O governador do Maranhão, Flávio Dino (PCdoB), usou a palavra “política genocida” ao fazer um comentário sobre o enfrentamento à pandemia do novo coronavírus. Dino não fez referências diretas, mas na postagem disse que “não adianta botar máscara na cara ou usar uma retórica mascarada se a política genocida permanece a mesma.”
Não adianta botar máscara na cara ou usar uma retórica mascarada se a política genocida permanece a mesma. — Flávio Dino 🇧🇷 (@FlavioDino) March 23, 2021 Flávio Dino tem sido um crítico recorrente da política do Governo Federal em relação à pandemia. Recentemente, o governador do Maranhão disse que o presidente Jair Bolsonaro (sem partido) “é o melhor amigo e aliado do coronavírus no Brasil.”.
Depois de adotar um discurso com críticas a medidas sanitárias recomendadas por especialistas como o uso de máscara, Bolsonaro passou a usar o equipamento de proteção. Ele também mudou o discurso em relação a vacinas, incentivando a imunização depois de por meses fazer críticas e ressalvas a potenciais candidatas, como a CoronaVac. O presidente ainda se opõe a medidas restritivas mais severas para controlar a transmissão do novo coronavírus no Brasil, como é recomendado pelos principais epidemiologistas. A postura tem gerado críticas de opositores, que cobram uma coordenação nacional para o combate da doença no Brasil..
Ontem, o Brasil bateu pelo 24º dia consecutivo o recorde na média móvel de mortes pela covid-19 (2.298 óbitos) e ultrapassou os 12 milhões de infectados pelo coronavírus.

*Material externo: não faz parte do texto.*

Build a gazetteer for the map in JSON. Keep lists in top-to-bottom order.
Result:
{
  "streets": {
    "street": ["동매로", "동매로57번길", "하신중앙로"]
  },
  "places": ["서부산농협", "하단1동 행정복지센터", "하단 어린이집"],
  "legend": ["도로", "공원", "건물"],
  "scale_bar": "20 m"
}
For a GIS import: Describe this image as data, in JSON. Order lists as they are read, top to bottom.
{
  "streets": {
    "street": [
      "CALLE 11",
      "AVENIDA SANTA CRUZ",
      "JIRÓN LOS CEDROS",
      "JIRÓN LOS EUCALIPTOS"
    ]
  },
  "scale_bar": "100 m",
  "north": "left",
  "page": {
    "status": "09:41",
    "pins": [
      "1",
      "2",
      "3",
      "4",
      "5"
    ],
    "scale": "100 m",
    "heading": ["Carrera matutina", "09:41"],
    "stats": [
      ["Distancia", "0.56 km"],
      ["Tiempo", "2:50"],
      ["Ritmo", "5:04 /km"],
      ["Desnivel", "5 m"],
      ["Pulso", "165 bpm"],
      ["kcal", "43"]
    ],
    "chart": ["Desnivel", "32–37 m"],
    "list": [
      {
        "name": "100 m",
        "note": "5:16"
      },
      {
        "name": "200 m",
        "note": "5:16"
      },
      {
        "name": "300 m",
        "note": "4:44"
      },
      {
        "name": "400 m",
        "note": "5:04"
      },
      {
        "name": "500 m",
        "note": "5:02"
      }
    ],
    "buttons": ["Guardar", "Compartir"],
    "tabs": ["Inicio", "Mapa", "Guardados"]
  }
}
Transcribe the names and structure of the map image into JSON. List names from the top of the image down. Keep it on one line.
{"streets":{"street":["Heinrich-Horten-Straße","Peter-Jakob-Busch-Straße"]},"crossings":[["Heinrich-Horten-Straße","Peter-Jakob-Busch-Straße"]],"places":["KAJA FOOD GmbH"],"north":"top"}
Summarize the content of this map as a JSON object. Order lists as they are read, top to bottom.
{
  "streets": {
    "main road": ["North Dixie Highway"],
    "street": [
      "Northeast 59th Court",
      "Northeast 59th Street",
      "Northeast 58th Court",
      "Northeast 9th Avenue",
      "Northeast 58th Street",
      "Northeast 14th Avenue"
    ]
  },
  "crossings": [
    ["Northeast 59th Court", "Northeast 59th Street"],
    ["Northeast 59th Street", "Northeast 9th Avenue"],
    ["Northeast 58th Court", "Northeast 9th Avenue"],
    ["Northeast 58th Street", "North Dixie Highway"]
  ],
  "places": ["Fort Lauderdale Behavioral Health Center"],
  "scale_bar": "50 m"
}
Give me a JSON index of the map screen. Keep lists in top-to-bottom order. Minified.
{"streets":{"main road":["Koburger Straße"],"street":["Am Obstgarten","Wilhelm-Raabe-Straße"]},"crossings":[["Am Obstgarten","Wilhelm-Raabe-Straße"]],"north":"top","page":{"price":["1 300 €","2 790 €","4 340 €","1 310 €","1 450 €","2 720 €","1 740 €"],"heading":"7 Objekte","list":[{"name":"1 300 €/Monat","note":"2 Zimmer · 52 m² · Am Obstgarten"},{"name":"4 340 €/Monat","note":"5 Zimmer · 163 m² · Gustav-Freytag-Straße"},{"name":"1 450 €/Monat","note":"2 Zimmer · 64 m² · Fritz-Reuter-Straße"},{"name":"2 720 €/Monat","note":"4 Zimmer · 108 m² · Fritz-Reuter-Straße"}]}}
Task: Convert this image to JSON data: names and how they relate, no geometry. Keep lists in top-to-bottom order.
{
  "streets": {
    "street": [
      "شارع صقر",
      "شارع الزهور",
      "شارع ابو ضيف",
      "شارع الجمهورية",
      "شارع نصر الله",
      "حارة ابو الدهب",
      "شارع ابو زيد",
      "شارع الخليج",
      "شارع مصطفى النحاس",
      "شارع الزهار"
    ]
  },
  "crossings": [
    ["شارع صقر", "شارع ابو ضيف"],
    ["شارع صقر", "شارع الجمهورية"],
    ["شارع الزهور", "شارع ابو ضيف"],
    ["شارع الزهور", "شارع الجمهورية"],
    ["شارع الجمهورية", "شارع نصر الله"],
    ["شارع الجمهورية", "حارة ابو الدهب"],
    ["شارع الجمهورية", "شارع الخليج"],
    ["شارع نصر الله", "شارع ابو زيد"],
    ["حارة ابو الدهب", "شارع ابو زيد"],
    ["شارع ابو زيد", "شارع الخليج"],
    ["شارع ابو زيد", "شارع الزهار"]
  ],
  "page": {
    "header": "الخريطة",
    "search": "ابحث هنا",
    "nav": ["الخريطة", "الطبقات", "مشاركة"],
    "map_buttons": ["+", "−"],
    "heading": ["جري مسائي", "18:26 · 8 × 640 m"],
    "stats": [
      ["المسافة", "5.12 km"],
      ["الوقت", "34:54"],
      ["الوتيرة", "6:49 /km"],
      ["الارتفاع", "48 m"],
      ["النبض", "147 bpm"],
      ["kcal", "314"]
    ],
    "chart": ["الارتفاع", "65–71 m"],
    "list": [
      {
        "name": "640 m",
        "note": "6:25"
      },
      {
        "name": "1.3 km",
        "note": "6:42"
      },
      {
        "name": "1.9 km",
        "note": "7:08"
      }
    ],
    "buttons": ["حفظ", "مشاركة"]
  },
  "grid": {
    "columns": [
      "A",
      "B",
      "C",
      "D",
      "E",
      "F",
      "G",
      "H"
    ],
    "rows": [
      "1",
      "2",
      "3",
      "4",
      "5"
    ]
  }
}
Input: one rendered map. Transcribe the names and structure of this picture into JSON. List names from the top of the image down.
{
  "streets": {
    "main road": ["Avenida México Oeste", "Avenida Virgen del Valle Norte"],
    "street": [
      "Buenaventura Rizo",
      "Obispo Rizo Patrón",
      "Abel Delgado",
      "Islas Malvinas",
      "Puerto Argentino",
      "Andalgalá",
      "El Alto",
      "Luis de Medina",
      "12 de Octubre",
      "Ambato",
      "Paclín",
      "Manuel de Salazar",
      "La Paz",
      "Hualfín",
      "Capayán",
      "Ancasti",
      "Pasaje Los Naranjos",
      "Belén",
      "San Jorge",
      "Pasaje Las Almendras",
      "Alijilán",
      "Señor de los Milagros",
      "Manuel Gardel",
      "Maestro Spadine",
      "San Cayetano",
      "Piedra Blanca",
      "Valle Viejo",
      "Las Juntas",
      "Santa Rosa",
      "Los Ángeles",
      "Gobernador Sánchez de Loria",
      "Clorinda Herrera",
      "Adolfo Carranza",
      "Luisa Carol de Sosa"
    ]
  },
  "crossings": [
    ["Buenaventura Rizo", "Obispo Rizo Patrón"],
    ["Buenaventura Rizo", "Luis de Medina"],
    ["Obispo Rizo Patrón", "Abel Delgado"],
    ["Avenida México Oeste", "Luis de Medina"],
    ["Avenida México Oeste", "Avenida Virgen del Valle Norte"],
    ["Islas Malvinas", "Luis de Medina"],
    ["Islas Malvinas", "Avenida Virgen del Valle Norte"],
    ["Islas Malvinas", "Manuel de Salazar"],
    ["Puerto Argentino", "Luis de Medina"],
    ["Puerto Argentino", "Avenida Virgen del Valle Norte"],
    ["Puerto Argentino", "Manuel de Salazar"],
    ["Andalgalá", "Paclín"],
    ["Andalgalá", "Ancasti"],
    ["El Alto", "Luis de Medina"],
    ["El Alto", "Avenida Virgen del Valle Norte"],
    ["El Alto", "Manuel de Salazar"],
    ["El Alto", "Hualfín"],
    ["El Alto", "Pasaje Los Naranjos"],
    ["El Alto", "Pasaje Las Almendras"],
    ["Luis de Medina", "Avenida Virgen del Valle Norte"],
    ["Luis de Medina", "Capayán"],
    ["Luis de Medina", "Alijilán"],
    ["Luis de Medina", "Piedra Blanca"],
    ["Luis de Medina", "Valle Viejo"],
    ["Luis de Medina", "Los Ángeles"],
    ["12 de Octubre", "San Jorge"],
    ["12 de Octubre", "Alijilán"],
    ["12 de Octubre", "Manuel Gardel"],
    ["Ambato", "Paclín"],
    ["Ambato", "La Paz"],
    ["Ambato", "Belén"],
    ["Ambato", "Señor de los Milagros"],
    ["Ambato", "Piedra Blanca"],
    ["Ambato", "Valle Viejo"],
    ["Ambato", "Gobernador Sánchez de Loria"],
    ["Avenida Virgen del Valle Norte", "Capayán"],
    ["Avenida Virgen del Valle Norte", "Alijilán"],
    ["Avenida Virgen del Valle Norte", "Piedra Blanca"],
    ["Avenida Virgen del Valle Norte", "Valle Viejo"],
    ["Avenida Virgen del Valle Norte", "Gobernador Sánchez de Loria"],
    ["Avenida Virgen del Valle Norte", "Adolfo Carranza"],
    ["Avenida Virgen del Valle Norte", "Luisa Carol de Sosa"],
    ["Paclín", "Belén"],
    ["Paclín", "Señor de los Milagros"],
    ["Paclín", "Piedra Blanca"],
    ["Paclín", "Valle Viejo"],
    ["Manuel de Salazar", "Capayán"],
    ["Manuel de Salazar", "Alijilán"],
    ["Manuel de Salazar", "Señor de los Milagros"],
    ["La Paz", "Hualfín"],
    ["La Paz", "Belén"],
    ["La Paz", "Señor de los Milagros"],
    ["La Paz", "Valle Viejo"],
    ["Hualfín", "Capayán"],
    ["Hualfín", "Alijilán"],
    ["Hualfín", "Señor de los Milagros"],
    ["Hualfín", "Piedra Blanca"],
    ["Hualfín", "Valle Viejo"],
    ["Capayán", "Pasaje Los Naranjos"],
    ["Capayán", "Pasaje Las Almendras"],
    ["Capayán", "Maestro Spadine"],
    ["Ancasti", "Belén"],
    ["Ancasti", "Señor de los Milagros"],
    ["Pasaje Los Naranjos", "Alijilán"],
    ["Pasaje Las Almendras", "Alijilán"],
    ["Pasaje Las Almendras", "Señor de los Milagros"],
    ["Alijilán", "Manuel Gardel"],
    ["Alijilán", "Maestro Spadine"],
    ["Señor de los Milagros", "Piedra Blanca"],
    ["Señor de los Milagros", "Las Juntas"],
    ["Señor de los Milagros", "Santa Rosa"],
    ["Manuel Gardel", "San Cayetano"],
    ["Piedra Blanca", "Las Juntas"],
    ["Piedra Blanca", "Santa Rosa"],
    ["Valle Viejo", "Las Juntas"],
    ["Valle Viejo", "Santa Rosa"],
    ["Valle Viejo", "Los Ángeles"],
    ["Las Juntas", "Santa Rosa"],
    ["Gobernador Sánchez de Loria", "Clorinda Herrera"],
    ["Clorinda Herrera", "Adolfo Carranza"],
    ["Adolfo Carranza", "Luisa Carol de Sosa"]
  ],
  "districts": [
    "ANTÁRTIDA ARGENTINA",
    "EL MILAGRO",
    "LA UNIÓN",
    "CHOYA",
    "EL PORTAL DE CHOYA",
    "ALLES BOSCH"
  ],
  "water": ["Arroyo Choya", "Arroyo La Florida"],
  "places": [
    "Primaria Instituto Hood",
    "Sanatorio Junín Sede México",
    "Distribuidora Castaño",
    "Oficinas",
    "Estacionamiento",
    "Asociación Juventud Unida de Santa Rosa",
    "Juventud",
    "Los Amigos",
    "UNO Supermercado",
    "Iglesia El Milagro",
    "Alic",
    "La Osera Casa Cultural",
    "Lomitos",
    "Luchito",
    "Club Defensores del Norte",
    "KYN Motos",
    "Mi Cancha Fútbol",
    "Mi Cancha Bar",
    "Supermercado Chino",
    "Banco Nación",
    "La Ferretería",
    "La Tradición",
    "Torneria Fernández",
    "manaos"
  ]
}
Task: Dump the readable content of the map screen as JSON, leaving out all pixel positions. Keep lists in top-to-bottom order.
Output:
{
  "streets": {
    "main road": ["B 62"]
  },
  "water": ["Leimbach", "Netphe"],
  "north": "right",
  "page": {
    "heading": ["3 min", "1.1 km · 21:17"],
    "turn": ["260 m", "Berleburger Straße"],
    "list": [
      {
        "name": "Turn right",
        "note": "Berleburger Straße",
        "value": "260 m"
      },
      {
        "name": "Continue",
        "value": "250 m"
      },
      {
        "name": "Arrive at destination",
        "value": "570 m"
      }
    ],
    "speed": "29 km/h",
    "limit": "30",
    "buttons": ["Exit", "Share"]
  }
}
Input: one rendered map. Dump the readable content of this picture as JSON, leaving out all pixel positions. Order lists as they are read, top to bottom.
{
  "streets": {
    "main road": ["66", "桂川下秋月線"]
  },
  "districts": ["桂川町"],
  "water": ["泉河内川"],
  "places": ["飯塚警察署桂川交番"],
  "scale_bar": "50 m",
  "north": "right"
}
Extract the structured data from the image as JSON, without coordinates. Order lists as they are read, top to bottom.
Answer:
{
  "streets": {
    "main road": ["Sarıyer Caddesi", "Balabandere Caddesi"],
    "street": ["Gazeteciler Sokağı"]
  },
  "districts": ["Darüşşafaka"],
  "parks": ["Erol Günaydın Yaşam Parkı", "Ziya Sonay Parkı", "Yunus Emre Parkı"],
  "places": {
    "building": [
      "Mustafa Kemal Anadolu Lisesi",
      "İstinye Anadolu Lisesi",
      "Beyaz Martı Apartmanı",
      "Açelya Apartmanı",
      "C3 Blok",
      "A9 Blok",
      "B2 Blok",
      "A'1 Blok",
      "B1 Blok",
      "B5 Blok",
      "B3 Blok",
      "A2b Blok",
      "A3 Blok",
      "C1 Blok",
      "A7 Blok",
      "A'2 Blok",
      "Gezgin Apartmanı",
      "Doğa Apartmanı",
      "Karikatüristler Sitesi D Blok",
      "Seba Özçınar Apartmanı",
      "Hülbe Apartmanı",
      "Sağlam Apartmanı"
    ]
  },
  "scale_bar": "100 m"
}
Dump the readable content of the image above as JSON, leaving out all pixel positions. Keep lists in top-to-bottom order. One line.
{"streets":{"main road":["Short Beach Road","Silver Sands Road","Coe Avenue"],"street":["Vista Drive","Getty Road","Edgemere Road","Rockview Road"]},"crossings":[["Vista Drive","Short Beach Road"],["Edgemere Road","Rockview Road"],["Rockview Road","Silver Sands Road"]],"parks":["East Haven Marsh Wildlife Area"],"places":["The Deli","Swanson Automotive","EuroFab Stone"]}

Palavra genocida gera polêmica O uso da palavra “genocida” gerou polêmica na semana passada, quando o influenciador digital Felipe Neto foi intimado pela Polícia Civil a depor em uma investigação de “crime contra a segurança nacional” após o vereador Carlos Bolsonaro (Republicanos), um dos filhos do presidente, abrir notícia-crime. O youtuber chamou Bolsonaro de genocida..
Três dias depois de ser intimado, uma liminar na Justiça do Rio suspendeu a investigação contra o youtuber. A decisão judicial, que aceitou os argumentos apresentados pela defesa do influenciador digital, entendeu que a DRCI (Delegacia de Repressão aos Crimes de Informática) não possui atribuição legal para investigar os supostos crimes.